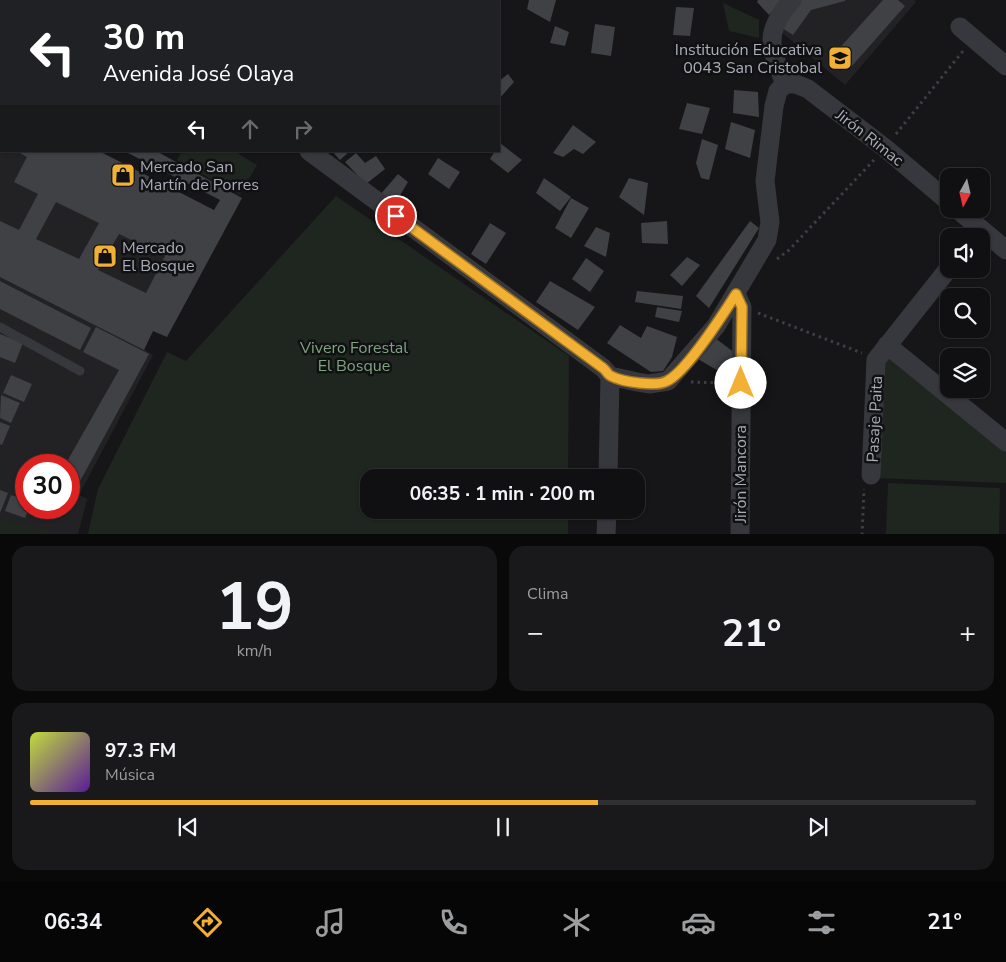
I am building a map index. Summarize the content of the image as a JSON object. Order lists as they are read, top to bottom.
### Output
{
  "streets": {
    "street": ["Jirón Rimac", "Pasaje Paita", "Jirón Mancora"]
  },
  "parks": ["Vivero Forestal El Bosque"],
  "places": {
    "school or university": ["Institución Educativa 0043 San Cristobal"],
    "shop": ["Mercado San Martín de Porres", "Mercado El Bosque"]
  },
  "north": "bottom",
  "page": {
    "turn": ["30 m", "Avenida José Olaya"],
    "limit": "30",
    "trip": "06:35 · 1 min · 200 m",
    "tile": [
      ["19", "km/h"],
      "Clima"
    ],
    "heat": ["−", "21°", "+"],
    "song": ["97.3 FM", "Música"],
    "tabs": ["06:34", "21°"]
  }
}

▶ _WHAT IS BEING ASKED_
Please restate the whole listing exactly, without any of its pictures.

▶ _FINAL ANSWER_
I am building a map index. Summarize the content of the image as a JSON object. Order lists as they are read, top to bottom.
### Output
{
  "streets": {
    "street": ["Jirón Rimac", "Pasaje Paita", "Jirón Mancora"]
  },
  "parks": ["Vivero Forestal El Bosque"],
  "places": {
    "school or university": ["Institución Educativa 0043 San Cristobal"],
    "shop": ["Mercado San Martín de Porres", "Mercado El Bosque"]
  },
  "north": "bottom",
  "page": {
    "turn": ["30 m", "Avenida José Olaya"],
    "limit": "30",
    "trip": "06:35 · 1 min · 200 m",
    "tile": [
      ["19", "km/h"],
      "Clima"
    ],
    "heat": ["−", "21°", "+"],
    "song": ["97.3 FM", "Música"],
    "tabs": ["06:34", "21°"]
  }
}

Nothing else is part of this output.